▶ _Directions_: Search the data for the word "hidden" and copy every line that contains it.

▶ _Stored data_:
>>>

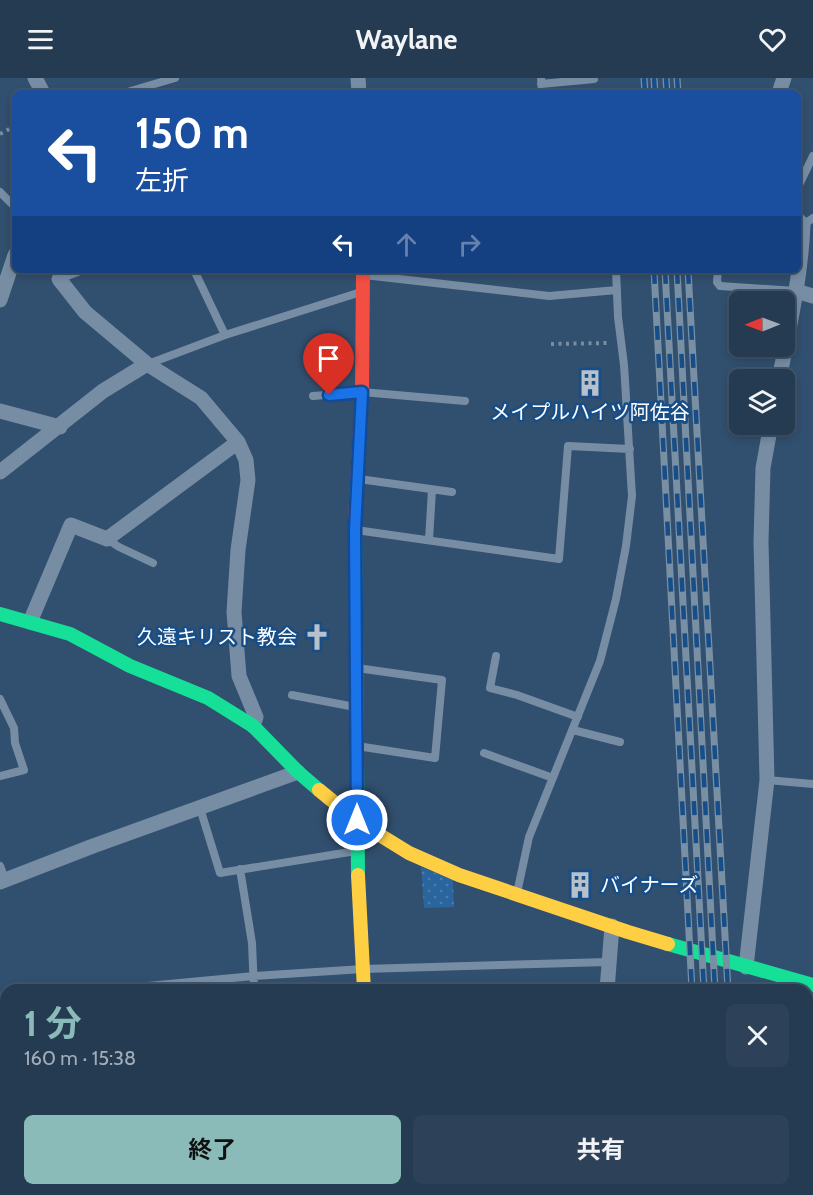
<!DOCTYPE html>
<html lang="ja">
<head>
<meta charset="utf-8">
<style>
  :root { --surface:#253b52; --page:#2d4259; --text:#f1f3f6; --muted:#a3adb8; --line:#425569; --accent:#8bbbb9 }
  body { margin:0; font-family:Cabin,"Noto Sans JP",sans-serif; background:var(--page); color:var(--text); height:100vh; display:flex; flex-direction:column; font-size:22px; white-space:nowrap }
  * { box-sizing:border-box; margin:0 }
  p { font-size:20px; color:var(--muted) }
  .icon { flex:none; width:33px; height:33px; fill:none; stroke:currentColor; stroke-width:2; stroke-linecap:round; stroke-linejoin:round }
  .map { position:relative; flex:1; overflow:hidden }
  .panel { position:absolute; left:0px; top:906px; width:813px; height:212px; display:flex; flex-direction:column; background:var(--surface); border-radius:18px 18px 0 0; box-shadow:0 3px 9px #0003,0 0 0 2px var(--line) }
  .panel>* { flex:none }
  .top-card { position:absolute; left:12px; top:12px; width:789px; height:183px; border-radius:9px; box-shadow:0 3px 9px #0003,0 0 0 2px var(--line); background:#1a4fa0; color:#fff; overflow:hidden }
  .needle { width:39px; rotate:269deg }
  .controls { position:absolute; left:729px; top:213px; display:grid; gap:12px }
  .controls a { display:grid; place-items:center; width:66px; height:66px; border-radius:9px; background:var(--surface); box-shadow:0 3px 9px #0003,0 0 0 2px var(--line); font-size:30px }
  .pin { position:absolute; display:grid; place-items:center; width:51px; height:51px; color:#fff; margin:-62px -26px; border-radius:50% 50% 50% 0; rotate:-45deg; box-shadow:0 0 6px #0007 }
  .pin .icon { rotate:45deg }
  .me { position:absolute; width:66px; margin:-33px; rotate:0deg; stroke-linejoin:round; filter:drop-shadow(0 0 4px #0008) }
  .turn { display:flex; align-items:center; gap:21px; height:126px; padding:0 24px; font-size:27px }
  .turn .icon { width:78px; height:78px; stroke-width:2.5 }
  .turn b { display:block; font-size:42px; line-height:51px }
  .lanes { display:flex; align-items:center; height:57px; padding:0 24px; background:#0003; justify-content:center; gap:30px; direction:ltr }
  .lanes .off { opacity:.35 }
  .round { display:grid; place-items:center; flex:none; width:63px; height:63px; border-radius:9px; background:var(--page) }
  .head { display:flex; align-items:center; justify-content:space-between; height:102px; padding:0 24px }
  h1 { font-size:36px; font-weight:700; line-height:45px; color:var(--accent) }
  .primary-button { display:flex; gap:12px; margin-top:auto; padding:12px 24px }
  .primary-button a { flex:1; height:69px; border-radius:9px; background:var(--accent); color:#111; font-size:24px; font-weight:700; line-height:69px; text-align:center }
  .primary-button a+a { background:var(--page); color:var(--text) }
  header { display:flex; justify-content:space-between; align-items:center; height:78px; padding:0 24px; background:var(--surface); font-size:27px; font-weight:700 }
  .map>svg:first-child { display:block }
  .park { fill:url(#park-dots) }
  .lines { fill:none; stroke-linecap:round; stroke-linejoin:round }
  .path { stroke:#778da4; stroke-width:4; stroke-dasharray:3 4.5; stroke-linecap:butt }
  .lane { stroke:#778da4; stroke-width:8 }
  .street { stroke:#778da4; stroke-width:15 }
  .fast { stroke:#16e098; stroke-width:14 }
  .slow { stroke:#ffcf43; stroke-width:14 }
  .jam { stroke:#f24e42; stroke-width:14 }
  .rail-casing { stroke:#798fa3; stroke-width:7 }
  .rail { stroke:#174e88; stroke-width:4.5; stroke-dasharray:14; stroke-linecap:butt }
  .route-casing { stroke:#114b97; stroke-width:15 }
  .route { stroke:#1a73e8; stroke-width:10 }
  .labels { text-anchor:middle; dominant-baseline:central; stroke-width:5; stroke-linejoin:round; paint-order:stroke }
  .poi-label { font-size:20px; fill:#fff; stroke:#174e88 }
</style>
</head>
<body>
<header><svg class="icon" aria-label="menu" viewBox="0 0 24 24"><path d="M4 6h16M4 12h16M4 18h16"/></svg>Waylane<svg class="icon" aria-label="heart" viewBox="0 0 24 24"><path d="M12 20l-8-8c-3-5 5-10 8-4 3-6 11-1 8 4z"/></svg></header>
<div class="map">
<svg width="813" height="1117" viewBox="0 0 813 1117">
  <defs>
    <pattern id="park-dots" width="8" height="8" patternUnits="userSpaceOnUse" patternTransform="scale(1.5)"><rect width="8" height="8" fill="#2a659e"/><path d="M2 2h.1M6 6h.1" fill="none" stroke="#4a7cad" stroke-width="1.8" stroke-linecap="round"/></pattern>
  </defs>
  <rect width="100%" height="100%" fill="#314f6e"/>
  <path class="park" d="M421 789 453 802 454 829 424 830Z"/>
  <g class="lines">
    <path class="path" d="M0 56 15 48
      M551 266 609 265"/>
    <path class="lane" d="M541 0 542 15
      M541 6 594 1
      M124 15 175 0
      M798 109 813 78
      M0 114 15 129
      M803 147 813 140
      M55 192 59 201 83 192
      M194 192 225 257
      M718 192 717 204 720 208 796 213
      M364 197 549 218 617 212
      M148 286 225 257 361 214
      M313 318 362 314 465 323
      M359 401 452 414
      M356 452 559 481 568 368 630 371
      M107 461 119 469 153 485
      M429 462 432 412
      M496 578 490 610 517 617 578 639
      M292 617 355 629
      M0 621 14 650 15 665 24 692 0 698
      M573 652 620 664
      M357 668 435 680 442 602 357 590
      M484 675 553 700
      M767 702 813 706
      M200 730 220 795 356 773
      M0 788 5 801
      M240 791 252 865 254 912
      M517 815 529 759 600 583 616 521 626 468 632 418 624 287 618 239 616 192
      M105 912 254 898 363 891 608 884
      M0 928 6 925
      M265 1112V1117
      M491 1113 607 1112"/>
    <path class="street" d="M35 0 43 15
      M358 0 359 15
      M779 15 784 0
      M59 201 85 234 147 286 201 320 238 364 246 382 248 402 238 472 234 534 239 598 256 639 253 648
      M796 213 813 218
      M0 222 15 177
      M779 302C789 250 801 199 803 147L798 142
      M0 333 60 349
      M0 394 103 313 147 286
      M30 544 71 447 107 461 238 364
      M0 804 93 768 298 694
      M746 889 767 702 761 464 763 390 771 346
      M607 912 612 848
      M0 1070 6 1074
      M85 1112 101 1117
      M375 1112V1117
      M607 1112V1117"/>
    <path class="fast" d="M355 443 358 797
      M0 536 70 556 130 588 208 620 253 648 298 694 319 712
      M668 866 813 907"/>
    <path class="slow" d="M319 712 357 743 409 775 459 797 628 854 668 866
      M358 797 364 912"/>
    <path class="jam" d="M355 443 362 314 363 192"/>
    <defs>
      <path id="rail" d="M644 0 645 15
        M654 0 655 15
        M666 0 667 15
        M677 0 678 15
        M654 192 692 912
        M665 192 704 912
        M677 192 715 912
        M688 192 728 912
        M704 1112V1117
        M715 1112V1117
        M726 1112 727 1117
        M738 1112 739 1117"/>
    </defs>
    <use href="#rail" class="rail-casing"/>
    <use href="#rail" class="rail"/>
  </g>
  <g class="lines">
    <defs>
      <path id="route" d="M329 317 362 314 355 452 357 742"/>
    </defs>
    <use href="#route" class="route-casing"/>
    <use href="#route" class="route"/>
  </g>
  <defs>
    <symbol id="building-bare" viewBox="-9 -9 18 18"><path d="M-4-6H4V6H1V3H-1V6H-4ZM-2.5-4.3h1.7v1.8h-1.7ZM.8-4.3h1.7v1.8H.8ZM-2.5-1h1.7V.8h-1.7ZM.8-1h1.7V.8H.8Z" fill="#b7c1cc" stroke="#174e88" stroke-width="2.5" paint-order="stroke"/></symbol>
    <symbol id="church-bare" viewBox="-9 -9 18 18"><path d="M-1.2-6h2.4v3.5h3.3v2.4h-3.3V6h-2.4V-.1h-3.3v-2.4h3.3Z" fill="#b7c1cc" stroke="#174e88" stroke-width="2.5" paint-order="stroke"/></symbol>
  </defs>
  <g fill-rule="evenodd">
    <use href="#building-bare" x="571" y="286" width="38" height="38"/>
    <use href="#church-bare" x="298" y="540" width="38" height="38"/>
    <use href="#building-bare" x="561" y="788" width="38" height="38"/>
  </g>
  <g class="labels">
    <g class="poi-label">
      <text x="590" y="334">メイプルハイツ阿佐谷</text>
      <text x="297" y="559" text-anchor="end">久遠キリスト教会</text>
      <text x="600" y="807" text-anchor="start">バイナーズ</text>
    </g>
  </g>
</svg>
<div class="controls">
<a><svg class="needle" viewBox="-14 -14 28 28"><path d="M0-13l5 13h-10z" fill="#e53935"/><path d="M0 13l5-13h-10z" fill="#a3adb8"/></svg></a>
<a><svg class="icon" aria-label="layers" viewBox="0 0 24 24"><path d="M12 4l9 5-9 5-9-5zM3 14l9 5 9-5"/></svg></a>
</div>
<div class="pin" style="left:329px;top:317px;background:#d93025"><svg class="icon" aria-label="arrive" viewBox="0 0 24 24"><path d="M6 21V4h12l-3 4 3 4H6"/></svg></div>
<svg class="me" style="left:357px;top:742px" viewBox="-20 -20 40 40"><circle r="17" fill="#1a73e8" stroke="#fff" stroke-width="3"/><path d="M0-11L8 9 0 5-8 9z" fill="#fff"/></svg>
<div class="top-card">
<div class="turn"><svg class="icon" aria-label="left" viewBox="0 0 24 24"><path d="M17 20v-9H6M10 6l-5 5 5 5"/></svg><div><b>150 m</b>左折</div></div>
<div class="lanes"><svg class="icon" aria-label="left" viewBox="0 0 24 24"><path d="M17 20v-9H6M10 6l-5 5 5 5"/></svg><svg class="icon off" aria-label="ahead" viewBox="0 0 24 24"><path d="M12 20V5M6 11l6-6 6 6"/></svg><svg class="icon off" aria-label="right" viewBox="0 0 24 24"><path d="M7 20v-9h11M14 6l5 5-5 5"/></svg></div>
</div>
<section class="panel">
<div class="head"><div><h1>1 分</h1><p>160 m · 15:38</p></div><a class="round"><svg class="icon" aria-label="close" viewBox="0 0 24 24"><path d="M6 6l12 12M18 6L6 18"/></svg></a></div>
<div class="primary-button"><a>終了</a><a>共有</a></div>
</section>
</div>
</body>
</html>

<<<

▶ _Task result_:
  .map { position:relative; flex:1; overflow:hidden }
  .top-card { position:absolute; left:12px; top:12px; width:789px; height:183px; border-radius:9px; box-shadow:0 3px 9px #0003,0 0 0 2px var(--line); background:#1a4fa0; color:#fff; overflow:hidden }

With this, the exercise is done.